* [DATA SHOWN]

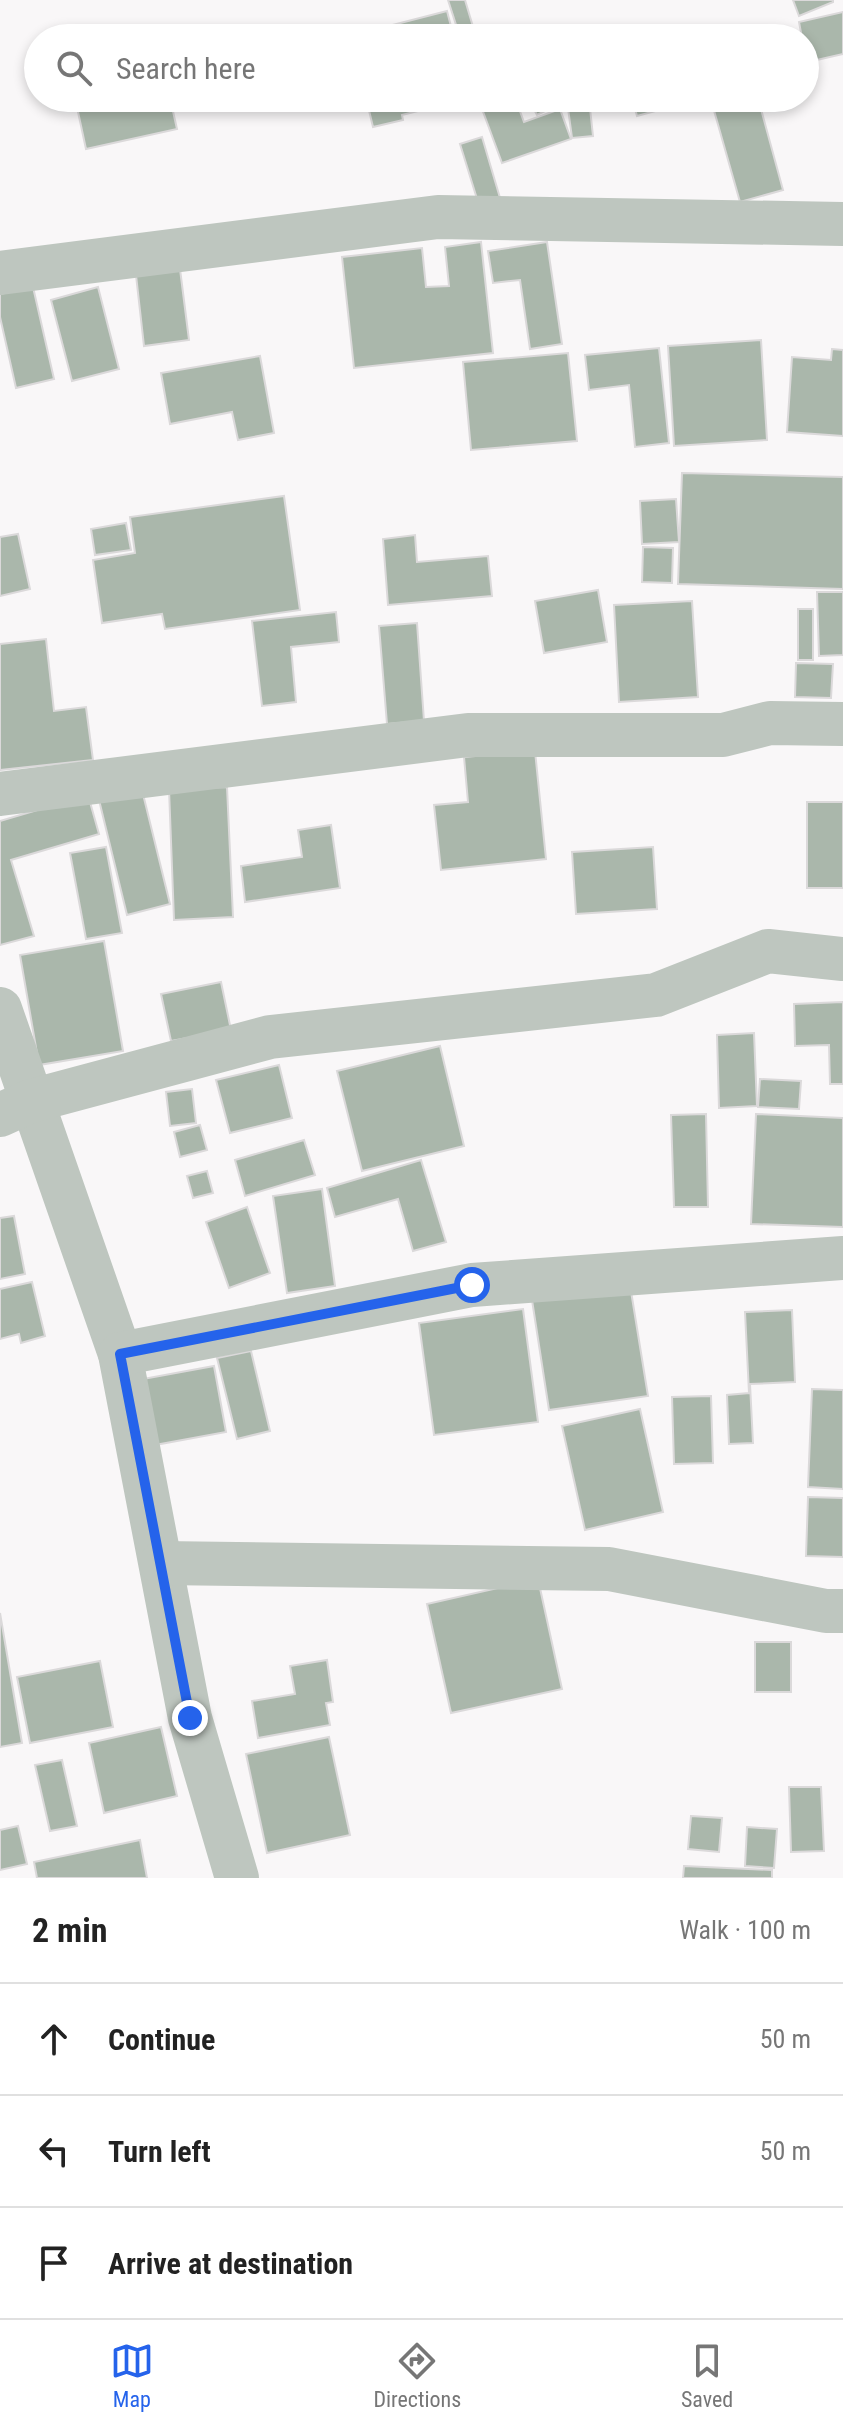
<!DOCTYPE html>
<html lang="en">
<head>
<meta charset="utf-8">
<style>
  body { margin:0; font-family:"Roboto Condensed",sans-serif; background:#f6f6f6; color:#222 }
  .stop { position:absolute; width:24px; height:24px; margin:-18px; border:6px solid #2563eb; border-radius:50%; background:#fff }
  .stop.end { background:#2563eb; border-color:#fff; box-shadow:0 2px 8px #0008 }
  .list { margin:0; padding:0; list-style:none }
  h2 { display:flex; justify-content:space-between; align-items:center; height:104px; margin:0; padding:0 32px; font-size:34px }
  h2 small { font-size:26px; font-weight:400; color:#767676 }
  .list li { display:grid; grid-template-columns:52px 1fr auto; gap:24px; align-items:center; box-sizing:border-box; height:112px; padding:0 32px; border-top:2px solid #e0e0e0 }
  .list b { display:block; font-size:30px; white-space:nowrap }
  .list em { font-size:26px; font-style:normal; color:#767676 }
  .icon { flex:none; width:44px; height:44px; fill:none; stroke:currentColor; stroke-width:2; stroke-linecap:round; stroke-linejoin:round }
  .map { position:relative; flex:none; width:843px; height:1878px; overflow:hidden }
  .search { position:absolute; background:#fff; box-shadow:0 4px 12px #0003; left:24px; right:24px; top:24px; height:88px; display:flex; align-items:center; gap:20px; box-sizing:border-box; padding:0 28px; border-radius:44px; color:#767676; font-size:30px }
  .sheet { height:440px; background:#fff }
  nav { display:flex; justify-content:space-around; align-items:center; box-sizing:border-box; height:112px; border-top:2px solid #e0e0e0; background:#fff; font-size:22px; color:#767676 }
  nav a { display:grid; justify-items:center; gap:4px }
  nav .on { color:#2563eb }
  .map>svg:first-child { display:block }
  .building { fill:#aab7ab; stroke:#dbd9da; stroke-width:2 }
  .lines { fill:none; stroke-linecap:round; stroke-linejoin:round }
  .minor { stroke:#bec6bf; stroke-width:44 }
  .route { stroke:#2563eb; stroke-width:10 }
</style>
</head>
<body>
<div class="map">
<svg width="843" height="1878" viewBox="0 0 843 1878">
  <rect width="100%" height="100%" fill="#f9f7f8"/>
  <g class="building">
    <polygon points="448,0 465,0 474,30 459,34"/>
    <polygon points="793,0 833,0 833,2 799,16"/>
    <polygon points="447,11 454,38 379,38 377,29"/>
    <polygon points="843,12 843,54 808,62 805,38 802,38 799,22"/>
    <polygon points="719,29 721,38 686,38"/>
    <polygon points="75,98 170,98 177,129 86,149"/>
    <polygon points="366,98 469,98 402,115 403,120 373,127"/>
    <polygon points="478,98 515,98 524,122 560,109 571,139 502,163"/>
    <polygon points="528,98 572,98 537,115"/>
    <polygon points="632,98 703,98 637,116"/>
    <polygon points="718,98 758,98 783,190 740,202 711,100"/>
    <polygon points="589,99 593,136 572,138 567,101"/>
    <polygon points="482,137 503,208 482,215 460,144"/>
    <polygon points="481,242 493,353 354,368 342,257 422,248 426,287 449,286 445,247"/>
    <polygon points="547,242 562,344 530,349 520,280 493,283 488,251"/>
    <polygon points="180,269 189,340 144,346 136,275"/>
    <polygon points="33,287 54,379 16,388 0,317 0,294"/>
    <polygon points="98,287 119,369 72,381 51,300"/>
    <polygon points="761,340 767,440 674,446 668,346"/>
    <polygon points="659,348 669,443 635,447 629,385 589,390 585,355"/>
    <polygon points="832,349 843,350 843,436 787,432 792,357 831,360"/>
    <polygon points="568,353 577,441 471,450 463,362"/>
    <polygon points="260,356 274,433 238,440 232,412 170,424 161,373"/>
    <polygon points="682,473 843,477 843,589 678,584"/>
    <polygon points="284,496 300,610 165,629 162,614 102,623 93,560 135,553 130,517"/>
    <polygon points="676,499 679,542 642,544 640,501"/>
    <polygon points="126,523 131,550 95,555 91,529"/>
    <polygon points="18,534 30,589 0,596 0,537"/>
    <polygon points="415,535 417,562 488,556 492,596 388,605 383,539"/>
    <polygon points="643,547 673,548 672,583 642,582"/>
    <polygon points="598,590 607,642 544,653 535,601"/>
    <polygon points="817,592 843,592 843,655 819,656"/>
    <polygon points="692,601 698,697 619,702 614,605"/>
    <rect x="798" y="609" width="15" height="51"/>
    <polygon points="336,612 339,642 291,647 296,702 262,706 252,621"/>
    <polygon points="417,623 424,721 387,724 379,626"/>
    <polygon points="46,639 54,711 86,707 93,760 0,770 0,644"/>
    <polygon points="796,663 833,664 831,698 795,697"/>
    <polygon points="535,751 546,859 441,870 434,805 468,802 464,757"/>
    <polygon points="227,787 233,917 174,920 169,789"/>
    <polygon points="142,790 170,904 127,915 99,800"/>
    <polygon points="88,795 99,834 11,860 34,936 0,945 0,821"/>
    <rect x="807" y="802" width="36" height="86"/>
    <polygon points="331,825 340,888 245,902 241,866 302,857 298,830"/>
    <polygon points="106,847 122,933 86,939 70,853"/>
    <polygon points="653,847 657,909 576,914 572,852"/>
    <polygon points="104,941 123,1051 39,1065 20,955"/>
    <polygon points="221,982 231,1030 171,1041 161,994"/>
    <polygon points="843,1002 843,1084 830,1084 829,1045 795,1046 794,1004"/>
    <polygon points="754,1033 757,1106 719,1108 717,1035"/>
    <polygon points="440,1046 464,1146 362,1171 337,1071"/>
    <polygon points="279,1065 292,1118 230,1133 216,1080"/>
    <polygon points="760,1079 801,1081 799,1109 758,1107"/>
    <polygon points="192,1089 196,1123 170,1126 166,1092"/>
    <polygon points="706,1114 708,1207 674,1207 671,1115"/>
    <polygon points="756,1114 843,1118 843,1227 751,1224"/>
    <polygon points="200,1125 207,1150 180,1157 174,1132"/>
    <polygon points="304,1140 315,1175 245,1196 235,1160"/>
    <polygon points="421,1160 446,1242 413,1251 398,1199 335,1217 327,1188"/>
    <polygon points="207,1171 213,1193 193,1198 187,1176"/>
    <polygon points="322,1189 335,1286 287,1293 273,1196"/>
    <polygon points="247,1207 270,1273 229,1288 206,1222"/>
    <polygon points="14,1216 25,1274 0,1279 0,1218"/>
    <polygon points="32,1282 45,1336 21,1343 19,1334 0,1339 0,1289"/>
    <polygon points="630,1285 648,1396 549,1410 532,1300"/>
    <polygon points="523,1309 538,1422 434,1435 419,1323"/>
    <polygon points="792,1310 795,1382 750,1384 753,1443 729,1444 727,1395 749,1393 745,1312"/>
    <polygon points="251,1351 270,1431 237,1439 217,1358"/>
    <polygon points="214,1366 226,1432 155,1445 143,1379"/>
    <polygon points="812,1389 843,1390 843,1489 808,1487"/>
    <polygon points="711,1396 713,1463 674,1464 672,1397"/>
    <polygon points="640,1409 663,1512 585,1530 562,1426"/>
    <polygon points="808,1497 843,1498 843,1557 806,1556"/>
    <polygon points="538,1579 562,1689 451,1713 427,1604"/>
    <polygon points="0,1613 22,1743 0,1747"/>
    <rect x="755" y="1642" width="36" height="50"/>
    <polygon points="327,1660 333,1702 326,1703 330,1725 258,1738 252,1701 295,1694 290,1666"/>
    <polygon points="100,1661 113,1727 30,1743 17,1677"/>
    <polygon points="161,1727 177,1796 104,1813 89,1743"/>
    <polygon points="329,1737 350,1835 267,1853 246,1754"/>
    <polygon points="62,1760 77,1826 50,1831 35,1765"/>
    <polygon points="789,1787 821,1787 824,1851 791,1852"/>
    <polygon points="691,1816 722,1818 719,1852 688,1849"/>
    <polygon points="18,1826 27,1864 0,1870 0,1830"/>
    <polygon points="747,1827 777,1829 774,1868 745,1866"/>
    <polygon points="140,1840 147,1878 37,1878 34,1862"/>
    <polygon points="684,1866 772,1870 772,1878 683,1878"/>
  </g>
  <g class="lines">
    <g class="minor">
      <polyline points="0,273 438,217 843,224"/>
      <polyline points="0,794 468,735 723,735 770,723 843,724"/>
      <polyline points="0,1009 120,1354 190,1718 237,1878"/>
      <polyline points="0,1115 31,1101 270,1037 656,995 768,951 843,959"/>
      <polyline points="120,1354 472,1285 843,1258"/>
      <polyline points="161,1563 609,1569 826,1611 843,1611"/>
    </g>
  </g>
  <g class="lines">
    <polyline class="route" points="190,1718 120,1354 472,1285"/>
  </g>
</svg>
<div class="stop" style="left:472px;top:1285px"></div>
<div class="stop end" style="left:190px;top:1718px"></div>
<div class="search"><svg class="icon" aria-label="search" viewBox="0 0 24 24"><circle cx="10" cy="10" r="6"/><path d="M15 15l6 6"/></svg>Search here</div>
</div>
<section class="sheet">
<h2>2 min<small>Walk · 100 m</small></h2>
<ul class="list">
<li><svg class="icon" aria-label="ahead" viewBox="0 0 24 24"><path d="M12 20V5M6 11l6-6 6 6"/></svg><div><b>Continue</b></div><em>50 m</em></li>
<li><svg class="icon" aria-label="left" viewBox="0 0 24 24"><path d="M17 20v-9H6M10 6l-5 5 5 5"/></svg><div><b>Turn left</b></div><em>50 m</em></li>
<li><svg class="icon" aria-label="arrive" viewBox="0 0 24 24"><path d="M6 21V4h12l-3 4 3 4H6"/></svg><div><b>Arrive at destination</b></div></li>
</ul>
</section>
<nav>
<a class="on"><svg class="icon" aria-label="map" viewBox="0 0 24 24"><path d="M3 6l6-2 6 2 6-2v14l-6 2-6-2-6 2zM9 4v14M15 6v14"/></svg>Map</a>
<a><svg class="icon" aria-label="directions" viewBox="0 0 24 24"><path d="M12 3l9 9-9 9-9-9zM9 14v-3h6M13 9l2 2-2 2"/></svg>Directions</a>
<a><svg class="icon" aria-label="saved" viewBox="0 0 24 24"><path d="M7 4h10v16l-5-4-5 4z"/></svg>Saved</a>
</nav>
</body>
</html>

* [WHAT NEEDS TO BE DONE]
A count is needed of the lines in the entries that contain "building". Supply only that number.

* [SOLUTION TO THIS EXERCISE]
2